▶ [Task goal]:
Here is the listing. Report each line in it that contains the string "labels".

▶ [Material provided]:
· · · · · · ·
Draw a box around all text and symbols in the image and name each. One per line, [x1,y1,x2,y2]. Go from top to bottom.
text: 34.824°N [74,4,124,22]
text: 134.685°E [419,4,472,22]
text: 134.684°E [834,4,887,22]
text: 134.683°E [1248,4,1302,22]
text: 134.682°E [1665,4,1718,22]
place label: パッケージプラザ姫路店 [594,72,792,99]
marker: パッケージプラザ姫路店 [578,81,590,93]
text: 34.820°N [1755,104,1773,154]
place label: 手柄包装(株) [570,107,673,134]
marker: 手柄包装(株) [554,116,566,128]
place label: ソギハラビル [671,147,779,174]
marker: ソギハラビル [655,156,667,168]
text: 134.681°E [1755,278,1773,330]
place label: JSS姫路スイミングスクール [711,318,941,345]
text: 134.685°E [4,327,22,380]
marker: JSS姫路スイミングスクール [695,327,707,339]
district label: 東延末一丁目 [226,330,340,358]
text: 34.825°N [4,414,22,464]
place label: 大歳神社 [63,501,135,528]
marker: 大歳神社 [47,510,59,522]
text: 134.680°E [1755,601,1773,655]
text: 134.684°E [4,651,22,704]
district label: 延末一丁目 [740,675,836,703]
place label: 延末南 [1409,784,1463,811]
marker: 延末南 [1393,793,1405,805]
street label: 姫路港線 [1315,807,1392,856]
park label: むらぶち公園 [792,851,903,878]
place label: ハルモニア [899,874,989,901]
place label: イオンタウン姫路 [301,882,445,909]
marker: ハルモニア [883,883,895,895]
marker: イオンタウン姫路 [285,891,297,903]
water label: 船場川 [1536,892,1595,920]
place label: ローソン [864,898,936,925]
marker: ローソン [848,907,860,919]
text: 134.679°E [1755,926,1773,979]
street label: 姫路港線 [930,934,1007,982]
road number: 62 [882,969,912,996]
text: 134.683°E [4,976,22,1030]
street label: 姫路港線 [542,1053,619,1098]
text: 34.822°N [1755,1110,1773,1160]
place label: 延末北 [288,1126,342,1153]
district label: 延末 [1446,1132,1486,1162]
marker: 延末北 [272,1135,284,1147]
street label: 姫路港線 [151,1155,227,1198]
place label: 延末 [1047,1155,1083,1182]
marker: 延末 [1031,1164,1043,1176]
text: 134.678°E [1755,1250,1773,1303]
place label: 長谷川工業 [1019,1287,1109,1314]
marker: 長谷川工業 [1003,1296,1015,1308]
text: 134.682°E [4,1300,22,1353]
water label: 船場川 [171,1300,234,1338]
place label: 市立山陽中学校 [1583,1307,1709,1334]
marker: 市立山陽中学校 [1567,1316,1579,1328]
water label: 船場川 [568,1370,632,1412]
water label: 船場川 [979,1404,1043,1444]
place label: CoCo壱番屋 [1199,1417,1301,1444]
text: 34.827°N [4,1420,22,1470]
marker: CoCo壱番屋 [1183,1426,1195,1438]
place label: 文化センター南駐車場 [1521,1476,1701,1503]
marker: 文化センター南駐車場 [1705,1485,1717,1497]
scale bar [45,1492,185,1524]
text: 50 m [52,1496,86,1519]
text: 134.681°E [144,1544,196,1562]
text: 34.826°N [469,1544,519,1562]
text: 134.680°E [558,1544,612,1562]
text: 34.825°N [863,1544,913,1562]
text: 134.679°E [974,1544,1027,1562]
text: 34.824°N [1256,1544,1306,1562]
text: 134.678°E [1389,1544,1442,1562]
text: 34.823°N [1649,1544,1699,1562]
· · · · · · ·
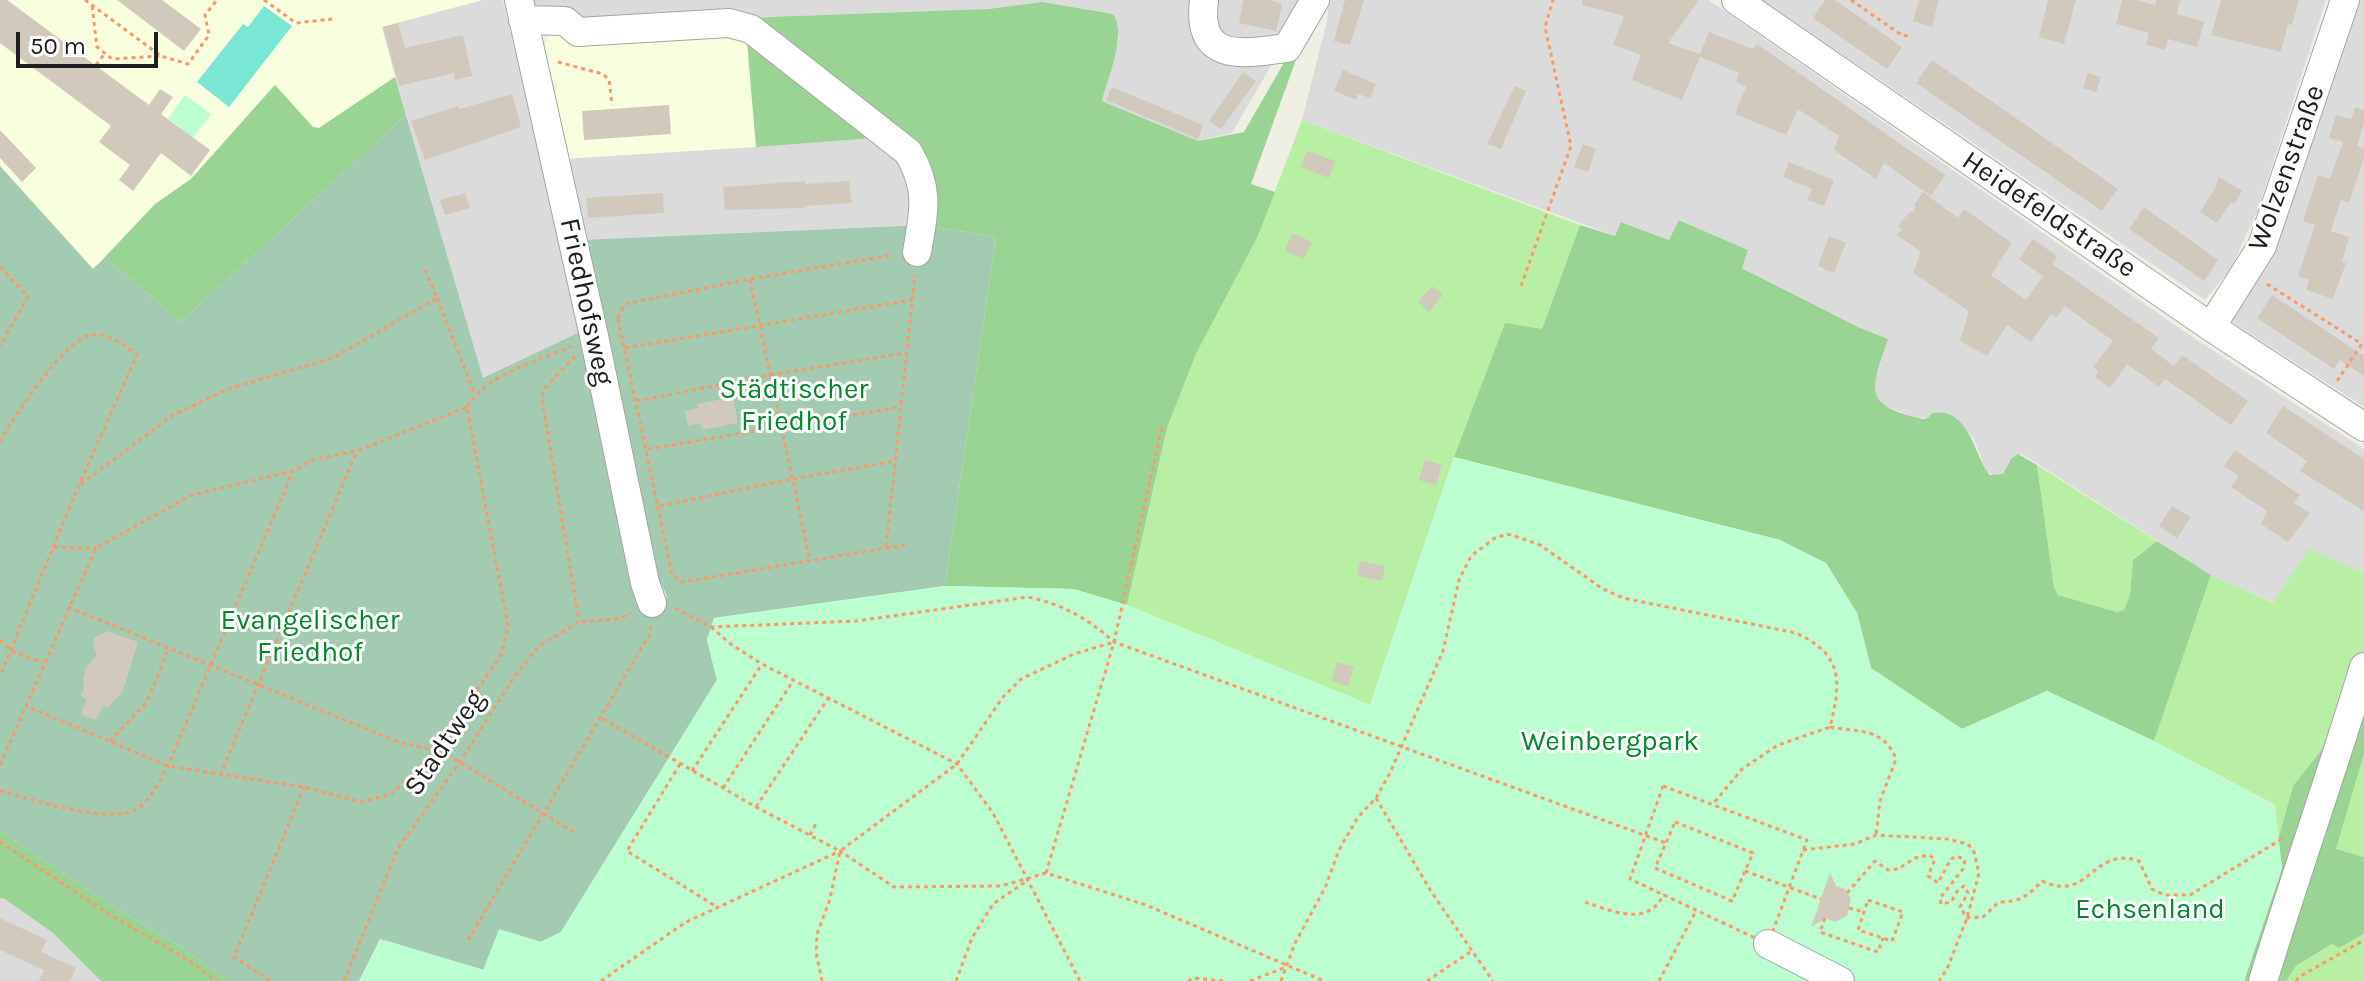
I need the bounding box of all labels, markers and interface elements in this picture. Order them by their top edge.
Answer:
· · · · · · ·
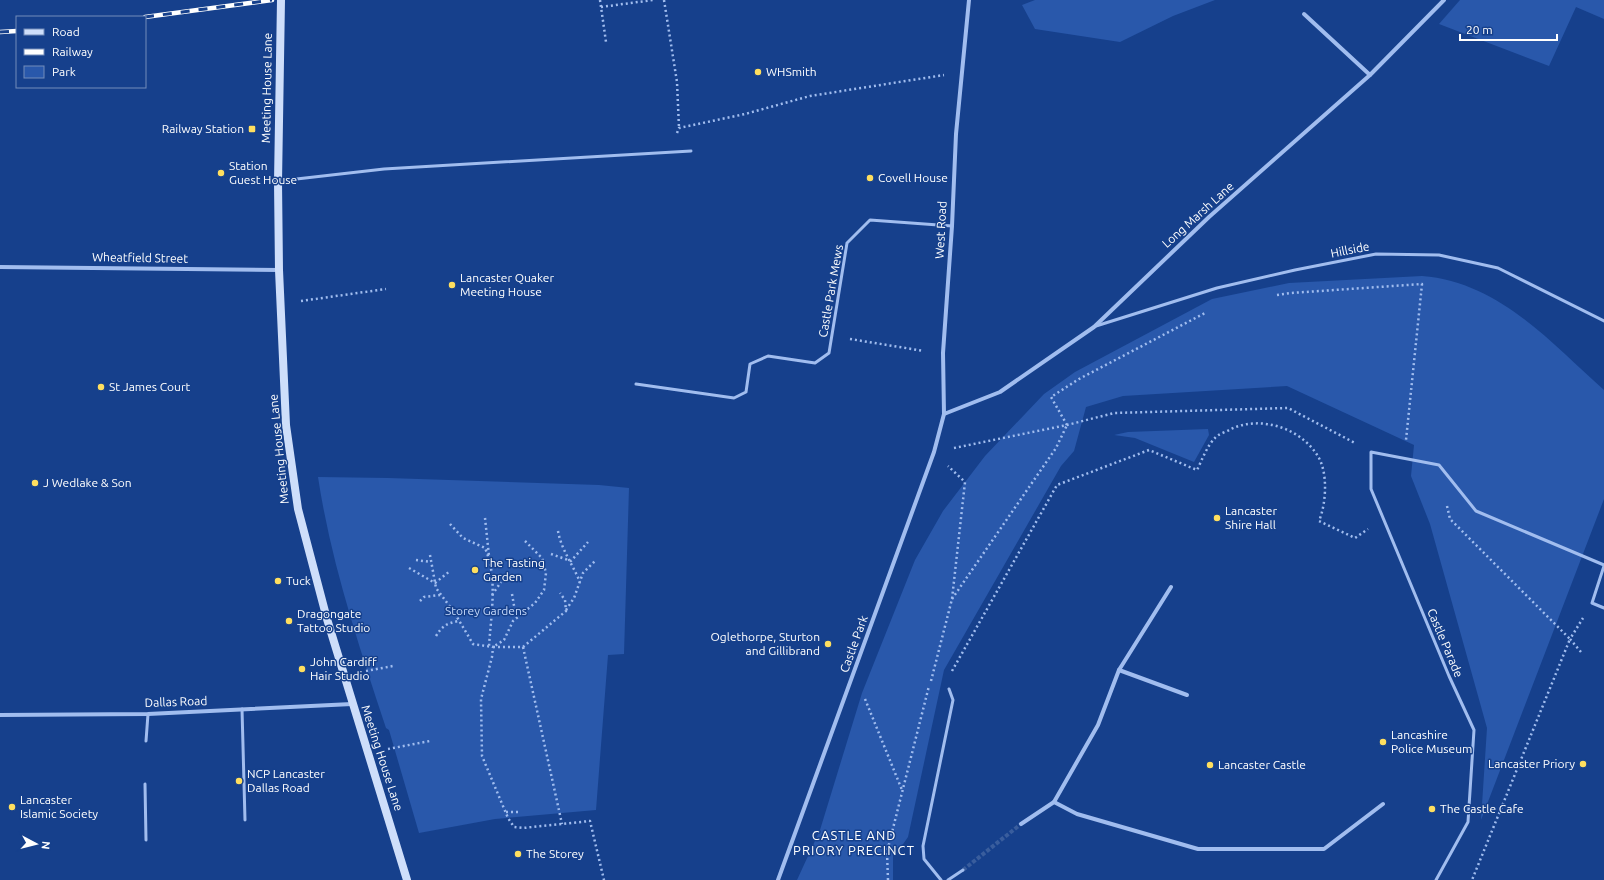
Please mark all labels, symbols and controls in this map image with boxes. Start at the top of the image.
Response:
· · · · · · ·
▶ [Answer area]:
I need the bounding box of all labels, markers and interface elements in this picture. Order them by their top edge.
Please mark all labels, symbols and controls in this map image with boxes. Start at the top of the image.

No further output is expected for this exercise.